This evening, a Korea-owned and trained horse will line up in the starting gate for the $12 Million Dubai World Cup. This is not a sentence that was ever expected to appear on this blog. Yet that is exactly what Dolkong will do.
We’ll not preview the race here – others are far more qualified to do that – but naturally, it’s a hard ask. Always set to be a big outsider, following the barrier draw, which saw him receive the outside gate, Dolkong will likely start as the longest shot on the board. But that’s not important.
It’s not bad for a horse that less than four months ago finished 4th in the Grand Prix Stakes. Yet Dolkong, who matched Cheongdam Dokki when the pair were two and three, had his career stalled by injury, something that now, with less punishing miles over the Seoul sand on the clock than others of his age, may be paying dividends in Dubai, where he has thrived, coasting home in the Curlin Handicap before running 3rd in the Al Maktoum Challenge Round 3. That latter performance saw his rating tick up to 110 and this year, it was just about enough to warrant an invitation to the biggest race of all.

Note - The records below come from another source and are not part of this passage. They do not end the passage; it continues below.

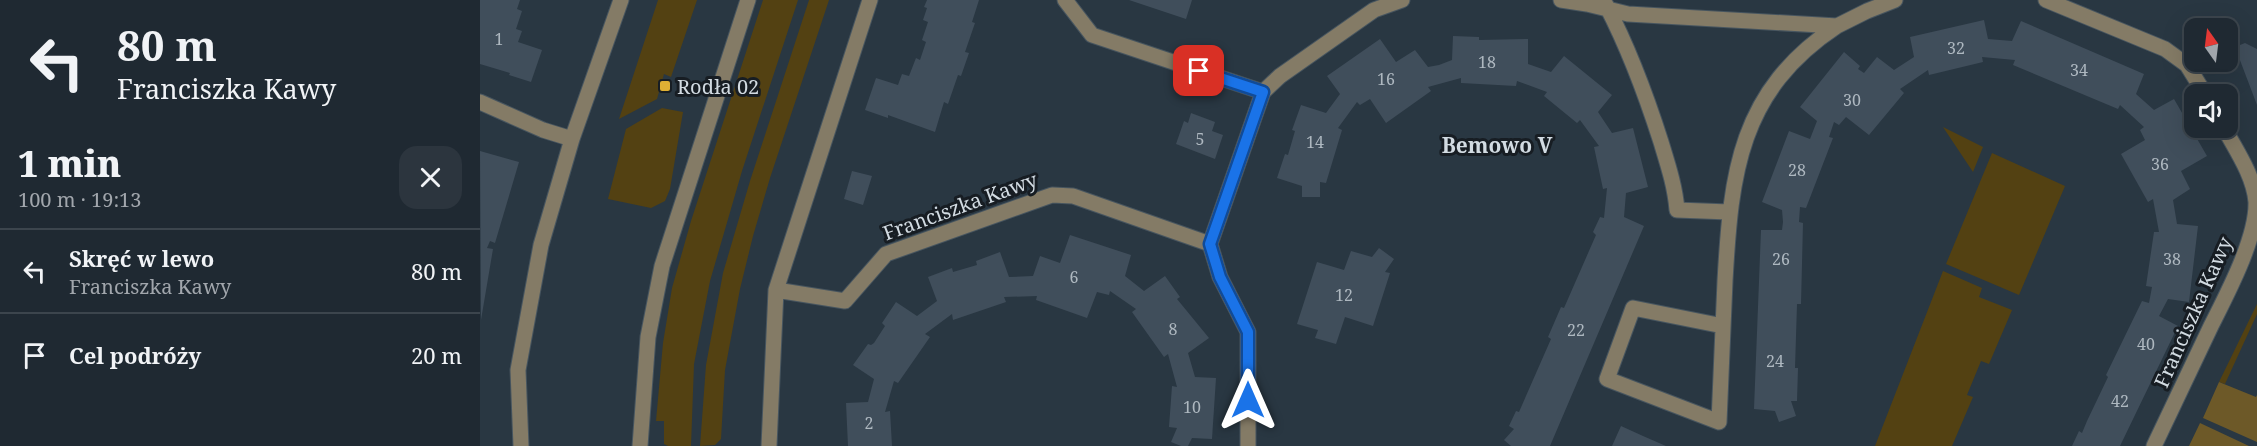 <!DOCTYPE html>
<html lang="pl">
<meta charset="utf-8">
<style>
body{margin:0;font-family:"Noto Serif",serif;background:#2c353e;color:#f1f3f6;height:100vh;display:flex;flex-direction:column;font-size:22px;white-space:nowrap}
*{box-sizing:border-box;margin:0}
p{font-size:20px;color:#a1a6ac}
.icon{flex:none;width:33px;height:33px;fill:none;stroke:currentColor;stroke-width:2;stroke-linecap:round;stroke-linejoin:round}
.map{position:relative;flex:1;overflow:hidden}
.drawer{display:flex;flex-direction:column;background:#1f2932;width:480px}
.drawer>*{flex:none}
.hud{background:#1f2932;color:#f1f3f6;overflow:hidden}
.needle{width:39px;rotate:346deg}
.tools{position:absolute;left:1704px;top:18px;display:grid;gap:12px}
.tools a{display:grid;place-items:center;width:54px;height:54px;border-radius:12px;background:#1f2932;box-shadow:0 6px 24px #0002,0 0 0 2px #3c454d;font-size:30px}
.pin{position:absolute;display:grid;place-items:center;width:51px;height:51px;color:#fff;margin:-26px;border-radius:12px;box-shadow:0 3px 9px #0006}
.me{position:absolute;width:66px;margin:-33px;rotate:0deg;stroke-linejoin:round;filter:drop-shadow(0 0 4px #0008)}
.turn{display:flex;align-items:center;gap:21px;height:126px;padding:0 18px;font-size:27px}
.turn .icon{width:78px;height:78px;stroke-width:2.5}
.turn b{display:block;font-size:42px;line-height:51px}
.round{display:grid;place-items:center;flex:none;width:63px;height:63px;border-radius:18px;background:#2c353e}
.overview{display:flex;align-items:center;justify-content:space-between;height:102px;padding:0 18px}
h1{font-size:36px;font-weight:800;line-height:45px}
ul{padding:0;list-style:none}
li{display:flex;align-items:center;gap:18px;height:84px;padding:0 18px;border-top:2px solid #3c454d}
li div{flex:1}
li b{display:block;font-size:22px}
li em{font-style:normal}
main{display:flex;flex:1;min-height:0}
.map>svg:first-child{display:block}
.green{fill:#534112}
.forest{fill:#6d5928}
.building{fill:#404e5b}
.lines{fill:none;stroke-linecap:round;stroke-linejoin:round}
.minor-casing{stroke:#47555f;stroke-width:17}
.minor{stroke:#847b66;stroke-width:15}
.route-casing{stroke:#114b97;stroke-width:15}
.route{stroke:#1a73e8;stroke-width:10}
.poi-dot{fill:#dfb034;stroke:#171d23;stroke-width:2}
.labels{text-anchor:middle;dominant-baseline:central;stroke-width:6;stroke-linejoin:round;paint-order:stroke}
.number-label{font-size:16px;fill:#aeb8c0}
.poi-label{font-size:20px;fill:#d2dbe2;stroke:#171d23;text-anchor:start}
.street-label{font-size:20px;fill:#d2dbe2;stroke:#171d23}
.neighbourhood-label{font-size:21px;font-weight:bold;fill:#d2dbe2;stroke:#171d23}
</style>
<main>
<section class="drawer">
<div class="hud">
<div class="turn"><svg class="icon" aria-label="left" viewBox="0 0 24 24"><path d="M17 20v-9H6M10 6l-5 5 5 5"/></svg><div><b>80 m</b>Franciszka Kawy</div></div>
</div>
<div class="overview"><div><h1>1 min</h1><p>100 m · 19:13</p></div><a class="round"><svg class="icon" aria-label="close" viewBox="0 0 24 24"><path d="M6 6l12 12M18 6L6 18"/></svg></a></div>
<ul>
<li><svg class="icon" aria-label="left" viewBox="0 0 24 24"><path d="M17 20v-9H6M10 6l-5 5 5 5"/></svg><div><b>Skręć w lewo</b><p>Franciszka Kawy</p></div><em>80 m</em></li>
<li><svg class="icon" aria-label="arrive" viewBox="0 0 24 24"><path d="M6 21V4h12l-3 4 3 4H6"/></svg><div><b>Cel podróży</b></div><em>20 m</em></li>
</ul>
</section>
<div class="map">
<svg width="1777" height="446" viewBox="0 0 1777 446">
<rect width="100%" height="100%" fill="#293742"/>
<!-- green -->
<path class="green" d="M178 0H217L191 77 184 74 177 99 139 119Z
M283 0H318L262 171 230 281 214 364 211 446H188L184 444V421H176L183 343 192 288 211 221Z
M329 0H349L290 178 273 236 260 289 245 370 241 439 235 445 220 446 226 365 243 273 270 181Z
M182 108 203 112 190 189 185 201 171 208 128 199 146 129Z
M1463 127 1503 147 1493 172Z
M1512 153 1585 186 1539 295 1466 264Z
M1463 271 1502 288 1499 297 1532 310 1509 364 1501 361 1487 395 1493 397 1472 446H1395Z
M1777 304V314L1745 384 1739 382Z"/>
<!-- forest -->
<path class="forest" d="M1739 382 1776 397 1777 395V442L1723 418Z
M1720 423 1769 446H1709Z"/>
<!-- building -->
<path class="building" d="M0 0H40L37 9 42 11 36 29 42 31 38 42 62 50 51 82 29 75 30 73 0 64Z
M447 0H499L492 22 495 23 485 52 489 53 481 76 478 75 468 104 464 102 455 132 408 115V118L385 110 396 78 418 85 422 74 429 76 436 58 440 60 446 42 442 40 448 22 443 20 447 8 444 7Z
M649 0H712L706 19Z
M1504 20 1508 39 1532 41 1541 21 1664 74 1656 94 1674 110 1694 99 1727 156 1701 171 1710 189 1693 200 1697 224 1718 226 1709 302 1688 299 1679 316 1698 326 1640 446H1592L1599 431 1602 433 1607 421 1628 377 1626 375 1662 301 1669 303 1672 287 1666 286 1674 232H1679L1673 199 1668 202 1641 154 1665 140 1660 130 1664 127 1640 105 1638 109 1533 65 1535 60 1502 57 1503 62 1449 75 1448 70 1420 89 1424 93 1389 135 1366 117 1359 125 1354 122 1349 137 1353 138 1326 208 1320 207 1319 222 1323 223 1321 304H1317L1315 368H1318L1317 401H1311L1316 416 1299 422 1295 411 1274 409 1281 230H1302L1303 222 1302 210 1282 202 1309 131 1330 139 1337 121 1320 107 1364 52 1380 66 1378 69 1384 73 1397 57 1414 70 1434 57 1430 37Z
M973 36 999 37V40L1048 39V64L1071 72 1084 56 1132 95 1118 112 1132 133 1153 128 1168 187 1146 193 1144 217 1164 226 1070 446H1031L1024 440 1034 429 1029 426 1036 411 1039 412 1071 339 1068 337 1081 307 1084 308 1116 235 1113 232 1120 217 1124 218 1127 188 1123 189 1114 147 1119 146 1100 120 1097 123 1064 96 1067 92 1037 81 1036 86 981 83V78L948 87 951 91 906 123 890 99 880 105 877 102 858 128 862 130 846 183 840 182V197H822V186L797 178 805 154 808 155 815 131 812 130 821 105 846 113 860 94 847 76 900 39 916 62 935 50 948 67 959 65 972 60Z
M1765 43 1777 49V105L1755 47Z
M711 113 735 122 732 131 743 135 735 159 696 144 704 121 708 123Z
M0 151 39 162 15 243 10 241 7 248 13 249 1 320Z
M372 171 392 176 383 205 364 199Z
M590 235 651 255 645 276 664 291 685 276 700 297 697 299 729 338 708 353 715 377 736 378 732 439 712 438 708 446H701L691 442 697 428 689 427 692 386 697 387 688 354 684 357 652 312 656 309 630 291 629 295 617 292 607 318 556 300 557 296 524 297 526 302 473 320 472 314 445 334 450 337 418 383 414 381 405 412 410 411 412 446H368L366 403 388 402 394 379 373 365 388 344 391 345 394 343 405 326 402 323 416 302 437 316 457 301 448 277 472 268 473 272 497 265 496 261 520 252 529 277 553 276 560 256 580 263Z
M899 248 914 259 905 272 910 273 893 326 865 317 856 344 835 338 838 330 817 324 837 262 864 270 871 251 892 257Z
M1141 426 1163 436 1186 446H1132Z"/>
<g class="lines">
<!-- minor casing -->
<g class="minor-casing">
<path id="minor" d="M585 0 612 35 783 92 800 76 894 10 922 0
M1081 0 1107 4 1148 14 1357 26 1387 11 1415 0
M1566 0 1685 49 1707 65 1725 94
M1126 5C1149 49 1166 95 1181 142 1188 165 1195 186 1197 210L1249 212
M0 102 63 130 92 139
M296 290 365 301 406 254 572 195 593 196 730 244
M1243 326 1153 308 1127 379 1239 422C1241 375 1243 328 1245 281 1251 173 1259 91 1357 26
M41 446 38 370 61 245 92 139 141 0
M160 446 168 337 182 266 268 0
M289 446 296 290 390 0
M768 446V332L740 277 730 244 783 92
M1674 446C1693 406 1712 366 1731 326 1747 294 1777 238 1776 202 1774 176 1756 150 1744 128"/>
</g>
<!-- minor -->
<use href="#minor" class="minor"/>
</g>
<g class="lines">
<!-- route casing -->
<g class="route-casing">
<path id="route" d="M719 71 783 92 730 244 740 277 768 332V400"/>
</g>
<!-- route -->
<use href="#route" class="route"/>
</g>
<!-- markers -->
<rect class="poi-dot" x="179" y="80" width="12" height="12" rx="3"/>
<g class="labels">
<!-- number labels -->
<g class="number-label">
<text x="19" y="39">1</text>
<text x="1476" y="48">32</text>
<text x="1007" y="62">18</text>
<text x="1599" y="70">34</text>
<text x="906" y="79">16</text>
<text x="1372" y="100">30</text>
<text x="720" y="139">5</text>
<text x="835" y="142">14</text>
<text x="1680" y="164">36</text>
<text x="1317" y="170">28</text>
<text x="1301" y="259">26</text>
<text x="1692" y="259">38</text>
<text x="594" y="277">6</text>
<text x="864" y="295">12</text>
<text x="693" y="329">8</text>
<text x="1096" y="330">22</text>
<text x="1666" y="344">40</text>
<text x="1295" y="361">24</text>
<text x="1640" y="401">42</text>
<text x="712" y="407">10</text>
<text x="389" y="423">2</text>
</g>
<!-- poi labels -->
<g class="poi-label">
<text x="197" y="86">Rodła 02</text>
</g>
<!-- street labels -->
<g class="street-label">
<text transform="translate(480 206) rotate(-20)">Franciszka Kawy</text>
<text transform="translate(1713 312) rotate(-66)">Franciszka Kawy</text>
</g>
<!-- neighbourhood labels -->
<g class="neighbourhood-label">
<text x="1017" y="145">Bemowo V</text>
</g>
</g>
</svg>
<div class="tools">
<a><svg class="needle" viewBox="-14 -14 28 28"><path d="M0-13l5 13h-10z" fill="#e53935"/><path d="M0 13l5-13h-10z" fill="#a1a6ac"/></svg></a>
<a><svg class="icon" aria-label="sound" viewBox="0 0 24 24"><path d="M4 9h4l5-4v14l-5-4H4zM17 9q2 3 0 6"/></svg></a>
</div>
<div class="pin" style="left:719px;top:71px;background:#d93025"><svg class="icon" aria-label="arrive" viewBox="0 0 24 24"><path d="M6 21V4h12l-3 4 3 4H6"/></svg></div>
<svg class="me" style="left:768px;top:400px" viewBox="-20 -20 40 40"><path d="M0-17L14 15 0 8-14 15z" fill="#1a73e8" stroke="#fff" stroke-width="4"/></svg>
</div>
</main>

Dolkong in Dubai – Part 1:
Dolkong in Dubai – Part 2:
It has been a exceptional training performance by Simon Foster, who along with fellow expat handlers Peter Wolsley and Bart Rice, gamely and enthusiastically took on the challenge of flying the Korean flag overseas when all of their local counterparts this time opted to stay at home. Dolkong has been the example of the right horse, owned by the right owner and trained by the right trainer at exactly the right time.
If he’d have walked into a different barn when returning from injury last May, it’s possible that he’d be carrying top weight in Sunday’s class 1 handicap at Seoul. Instead he’s on one of the richest and most watched stages in world racing. Simon Foster has been an exceptional ambassador and along with others including groom and rider Lizzy Stubbington and for Dolkong’s last three runs, veteran jockey Oliver Doleuze, has forged a formidable team.
Now they must go again on what is a momentous night for Korean racing (and for a small farm in Virginia). Seoul Racecourse will be open overnight on Saturday and into the small hours of Sunday and a group of racing fans are expected to gather to watch the live coverage (the race starts at 1.40am Seoul time) while a sizeable Korean contingent is out at Meydan.
After the Curlin, we convinced ourselves that it was job done and anything else was a bonus. After the Al Maktoum Challenge R3, we did the same. Now, lowest rated, widest drawn and with a closing style that doesn’t really suit most dirt races at Meydan, Dolkong is up against it again. He’ll give his best.